Refresh My Memory, Why can't we detect CPU to use optimized

Message boards : Number crunching : Refresh My Memory, Why can't we detect CPU to use optimized
Message board moderation

To post messages, you must log in.

AuthorMessage
Profile Paul D. Buck
Volunteer tester

Send message
Joined: 19 Jul 00
Posts: 3898
Credit: 1,158,042
RAC: 0
United States
Message 735164 - Posted: 6 Apr 2008, 1:12:51 UTC

Can someone refresh my memory why we cannot detect the CPU capability and then use the most efficient processing code that you folks have laboriously tested?

I mean, it is not THAT hard, is it?

Sorry for the question, but, I am back in confused mode as to why we (the collective we) are being sub-optimal in our approach.

It just does not make sense to me that we are not using the fastest processing code possbile on the widest possible set of contributors.

I mean, if there is a rash of errors, then you fall back to stock (or the next level down) ...

As it is, we waste more time than we need to processing ...

I suppose it is a silly question ...
ID: 735164 · Report as offensive
kittyman Crowdfunding Project Donor*Special Project $75 donorSpecial Project $250 donor
Volunteer tester
Avatar

Send message
Joined: 9 Jul 00
Posts: 51468
Credit: 1,018,363,574
RAC: 1,004
United States
Message 735166 - Posted: 6 Apr 2008, 1:17:46 UTC - in response to Message 735164.  

Can someone refresh my memory why we cannot detect the CPU capability and then use the most efficient processing code that you folks have laboriously tested?

I mean, it is not THAT hard, is it?

Sorry for the question, but, I am back in confused mode as to why we (the collective we) are being sub-optimal in our approach.

It just does not make sense to me that we are not using the fastest processing code possbile on the widest possible set of contributors.

I mean, if there is a rash of errors, then you fall back to stock (or the next level down) ...

As it is, we waste more time than we need to processing ...

I suppose it is a silly question ...

Not that old chestnut again.......
You know darned well why Seti cannot support all platform tweaks,,,,,,,
So quit the argument......please.
"Freedom is just Chaos, with better lighting." Alan Dean Foster

ID: 735166 · Report as offensive
Profile Paul D. Buck
Volunteer tester

Send message
Joined: 19 Jul 00
Posts: 3898
Credit: 1,158,042
RAC: 0
United States
Message 735175 - Posted: 6 Apr 2008, 1:30:37 UTC - in response to Message 735166.  

Not that old chestnut again.......
You know darned well why Seti cannot support all platform tweaks,,,,,,,
So quit the argument......please.

Um, I am not arguing.

I asked an honest question.

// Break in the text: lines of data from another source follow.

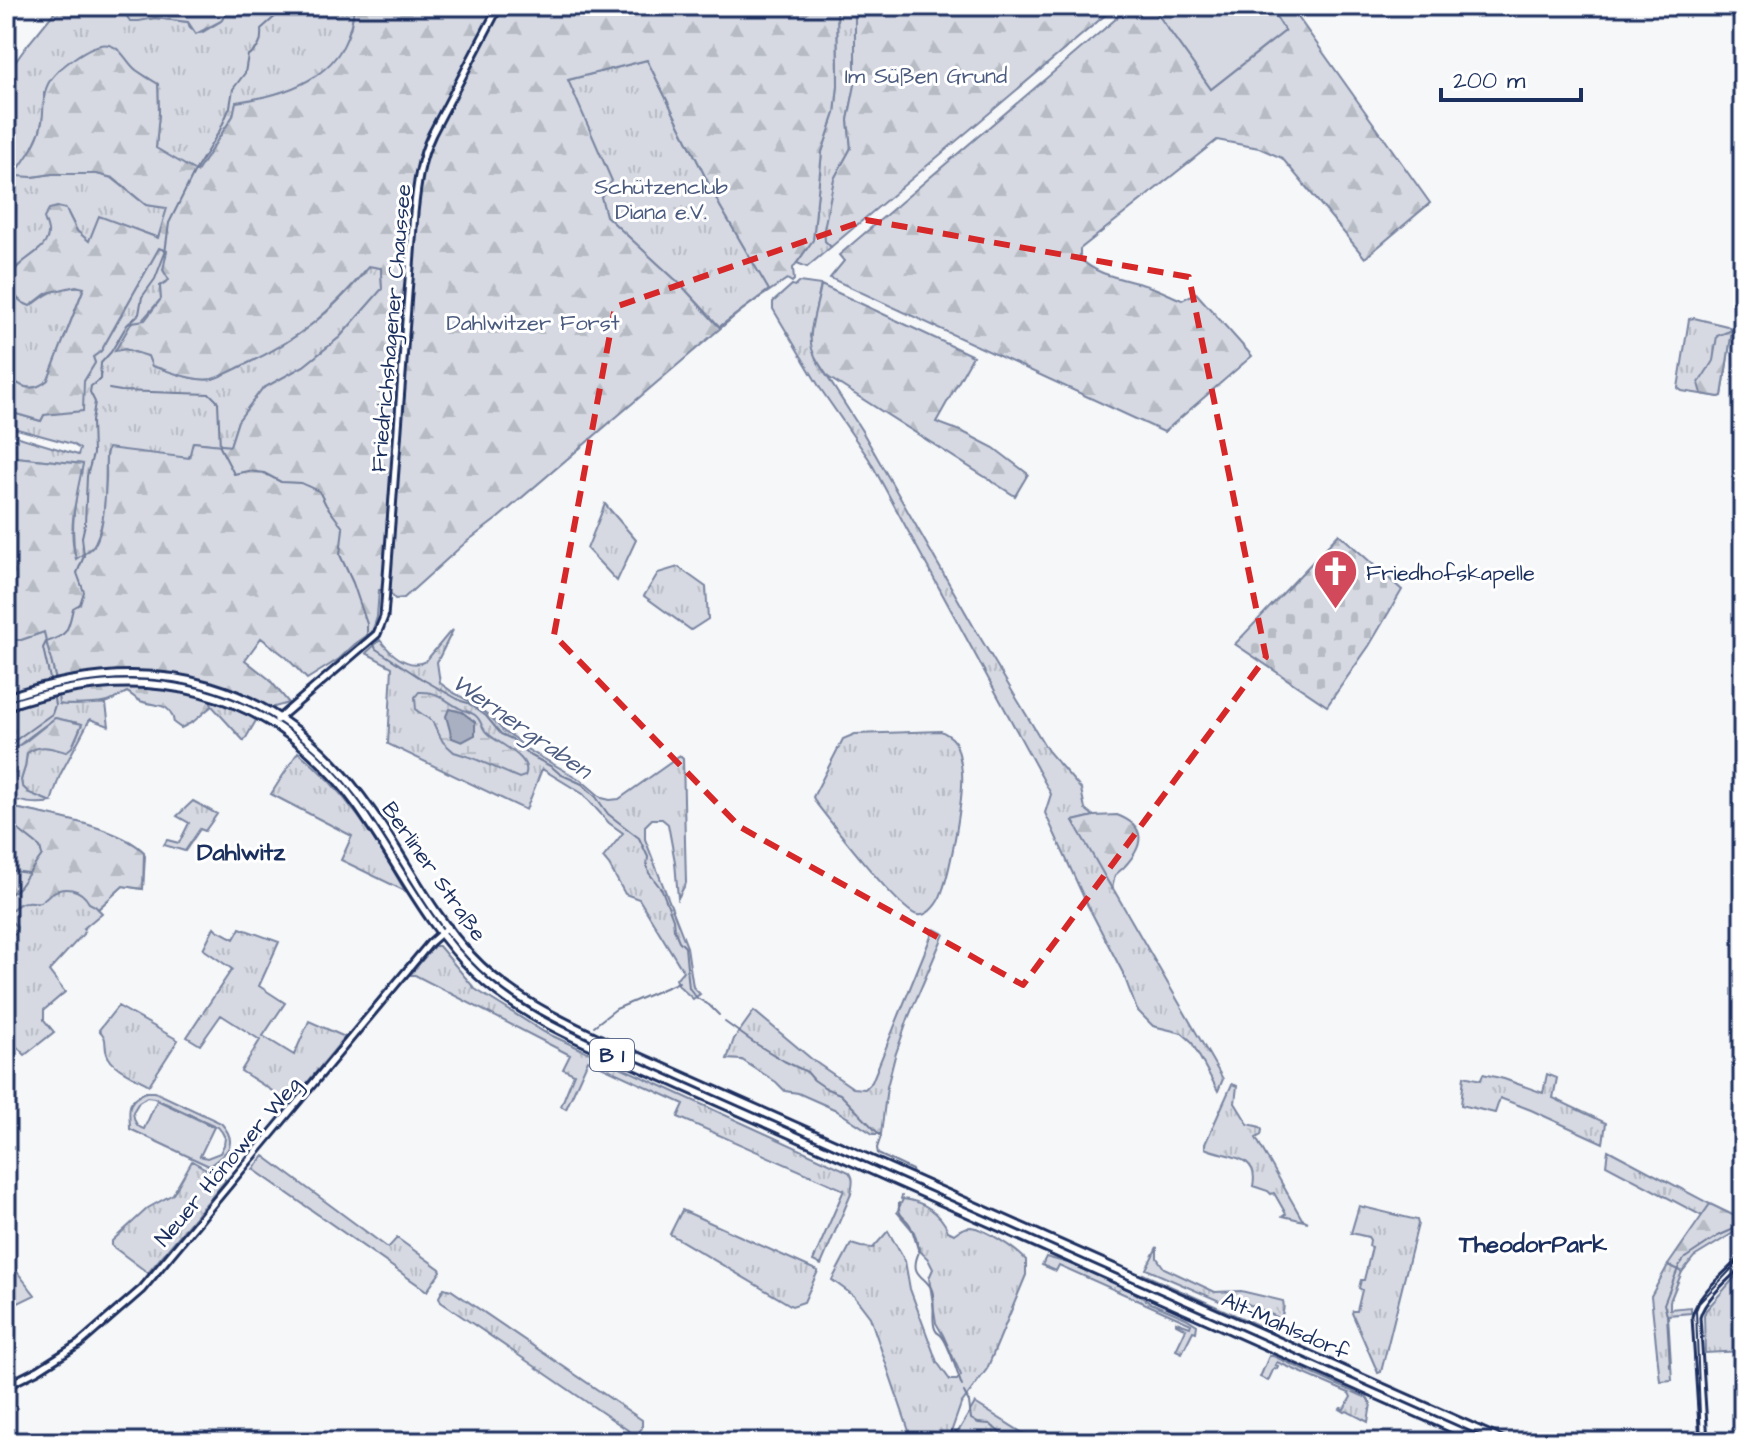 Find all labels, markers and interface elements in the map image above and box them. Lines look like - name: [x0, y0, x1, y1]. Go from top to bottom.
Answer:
- scale bar: [1441, 52, 1581, 102]
- park label: Im Süßen Grund: [845, 61, 1007, 92]
- text: 200 m: [1453, 64, 1526, 98]
- park label: Schützenclub Diana e.V.: [594, 172, 728, 228]
- street label: Friedrichshagener Chaussee: [363, 183, 421, 474]
- park label: Dahlwitzer Forst: [446, 308, 620, 339]
- church icon: Friedhofskapelle: [1311, 548, 1359, 611]
- place label: Friedhofskapelle: [1366, 558, 1535, 589]
- water label: Wernergraben: [444, 666, 600, 790]
- street label: Berliner Straße: [374, 796, 494, 948]
- district label: Dahlwitz: [197, 836, 286, 870]
- road number: B 1: [590, 1039, 634, 1071]
- street label: Neuer Hönower Weg: [148, 1070, 309, 1254]
- district label: TheodorPark: [1458, 1228, 1607, 1262]
- street label: Alt-Mahlsdorf: [1217, 1284, 1355, 1369]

If I knew the answer I would not have asked the question. If Iknew the answer at one time in the past, well, I have since forgotten it.

At one time in my past I could even drive a car. At this point, there are many things I can no longer perform.
ID: 735175 · Report as offensive
kittyman Crowdfunding Project Donor*Special Project $75 donorSpecial Project $250 donor
Volunteer tester
Avatar

Send message
Joined: 9 Jul 00
Posts: 51468
Credit: 1,018,363,574
RAC: 1,004
United States
Message 735176 - Posted: 6 Apr 2008, 1:33:47 UTC - in response to Message 735175.  

Not that old chestnut again.......
You know darned well why Seti cannot support all platform tweaks,,,,,,,
So quit the argument......please.

Um, I am not arguing.

I asked an honest question. If I knew the answer I would not have asked the question. If Iknew the answer at one time in the past, well, I have since forgotten it.

At one time in my past I could even drive a car. At this point, there are many things I can no longer perform.

I am sorry, Sir........
I sometimes forget who I am talking to........
You have my respect, and apologies......
"Freedom is just Chaos, with better lighting." Alan Dean Foster

ID: 735176 · Report as offensive
Profile Toby
Volunteer tester
Avatar

Send message
Joined: 26 Oct 00
Posts: 1005
Credit: 6,366,949
RAC: 0
United States
Message 735180 - Posted: 6 Apr 2008, 1:42:41 UTC

Its not that it can't be done... It just hasn't been done yet. David Anderson ceated Trac ticket 562 one month ago that describes how he would like to see this handled. Of course it would only work with reasonably new clients that actually report the CPU capabilities to the server.
A member of The Knights Who Say NI!
For rankings, history graphs and more, check out:
My BOINC stats site
ID: 735180 · Report as offensive
Profile StokeyBob
Avatar

Send message
Joined: 31 Aug 03
Posts: 848
Credit: 2,218,691
RAC: 0
United States
Message 735217 - Posted: 6 Apr 2008, 3:28:19 UTC

Long time, no see! Paul D. Buck

I haven't been on the message boards for a long time. It is good to see you still around.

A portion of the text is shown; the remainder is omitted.